The route back down to Darlington takes you past the Twelve Apostles. These are the foundations of 12 small houses. In the 1880s an Italian named Diego Bernacchi thought that he could use Maria Island as a wine-making region. The houses were built to house the workers for the vineyards, but when the venture failed the houses were relocated to Hobart.
Darlington was the centre of the convict colony. This colony was termed a probation colony making it quite different from Macquarie and Port Arthur. Many of the buildings in Darlington have been retained and some restored – it is even possible to stay on the island at the old penitentiary. One of the most intriguing buildings was the house where the Irish nationalist leader William Smith O’Brien was exiled for his part in the Young Irelander Rebellion of 1848. This was connected with the Irish Potato Famine and he campaigned for an Irish national government able to take control of national resources and help alleviate the famine. For his part in the rebellion he was found guilty of high treason and was sentenced to be hung, drawn and quartered. However, petitions for clemency were signed by 70,000 people in Ireland and 10,000 people in England and as a result the sentence was commuted to life transportation.

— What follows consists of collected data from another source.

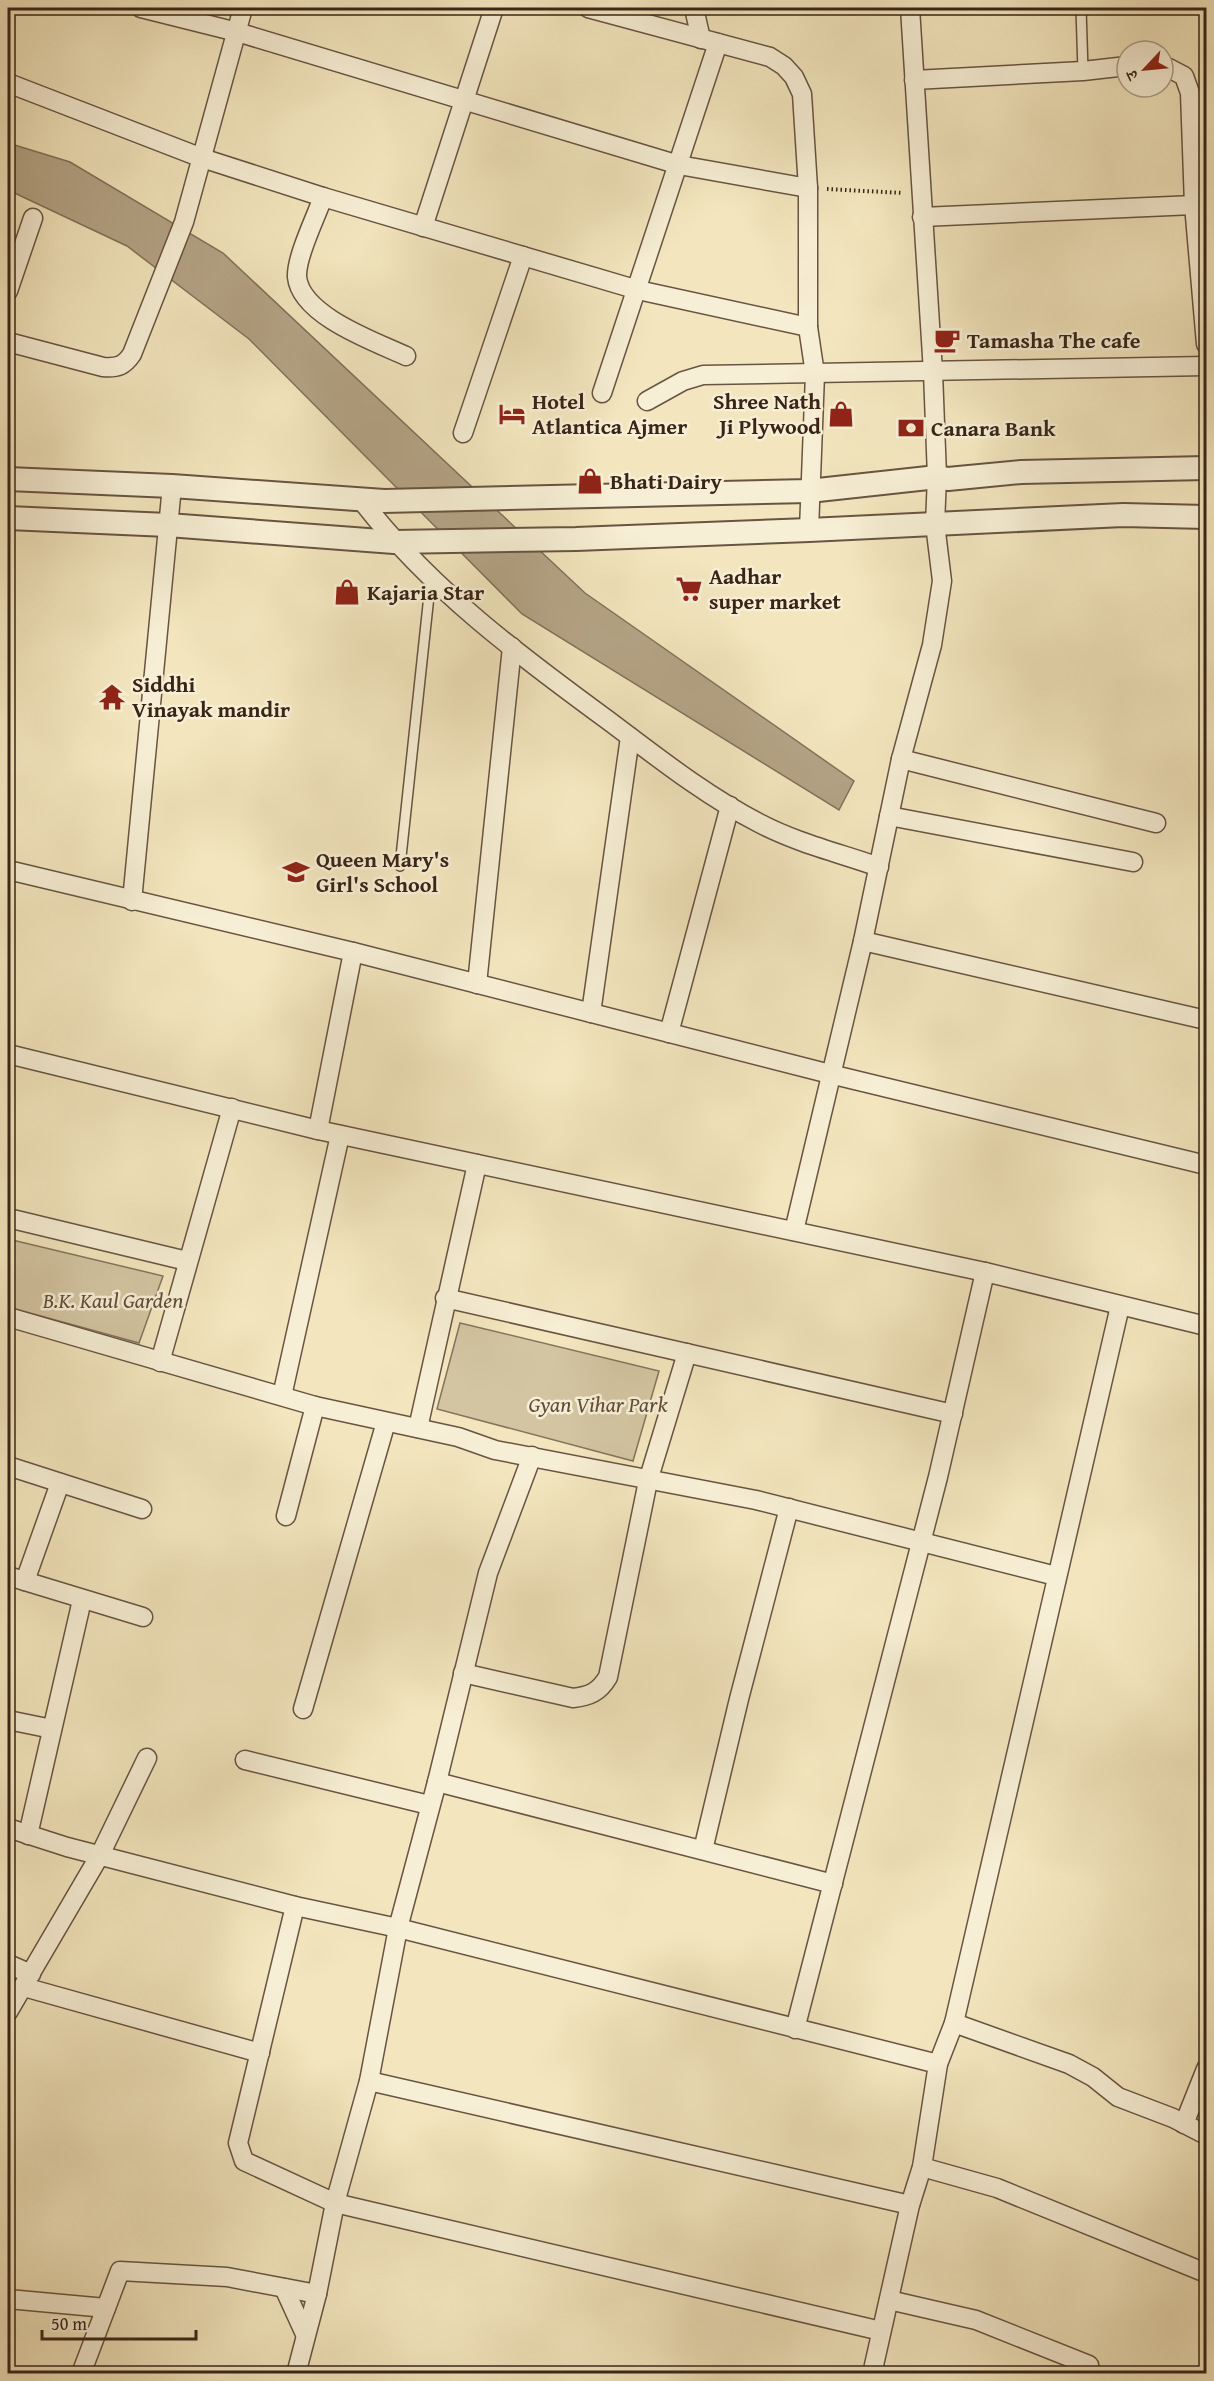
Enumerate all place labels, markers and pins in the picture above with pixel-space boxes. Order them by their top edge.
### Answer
place label: Tamasha The cafe [967,324,1141,356]
cafe icon: Tamasha The cafe [932,325,962,355]
place label: Hotel Atlantica Ajmer [532,385,687,442]
place label: Shree Nath Ji Plywood [713,385,821,442]
hotel icon: Hotel Atlantica Ajmer [497,399,527,429]
shop icon: Shree Nath Ji Plywood [826,399,856,429]
place label: Canara Bank [931,412,1056,444]
bank icon: Canara Bank [896,413,926,443]
place label: Bhati Dairy [610,465,722,497]
shop icon: Bhati Dairy [575,466,605,496]
place label: Aadhar super market [709,560,841,617]
supermarket icon: Aadhar super market [674,574,704,604]
place label: Kajaria Star [367,576,484,608]
shop icon: Kajaria Star [332,577,362,607]
place label: Siddhi Vinayak mandir [132,668,290,725]
temple icon: Siddhi Vinayak mandir [97,682,127,712]
place label: Queen Mary's Girl's School [316,843,449,900]
school or university icon: Queen Mary's Girl's School [281,857,311,887]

He was treated differently to the other convicts and, while he tried to escape from Maria Island, he was betrayed by the captain of the schooner they had hired and so he was moved to the colony on Port Arthur. His cottage there still exists.
While on the island we managed to see quite a few different animals. As well as the wallabies, we saw dolphins near the jetty and green rosellas (sometimes called Tasmanian Rosellas) near Darlington and also in the bush by the fossil cliffs.
The other new birds we saw were Cape Barren geese. These (to us) are quite unusual looking geese with pink legs and a bright yellow cere or ceroma (a waxy structure) covering its bill. By the 1950s the numbers of geese were so low that may thought they were close to extinction, but initiatives to protect them seem to have been reasonably successful and the population levels are no longer thought to be in danger. These initiatives included their introduction to Maria Island in 1968 and there is now a stable popluation of around 100 there. Nevertheless, they remain one of the rarest of the geese in the world.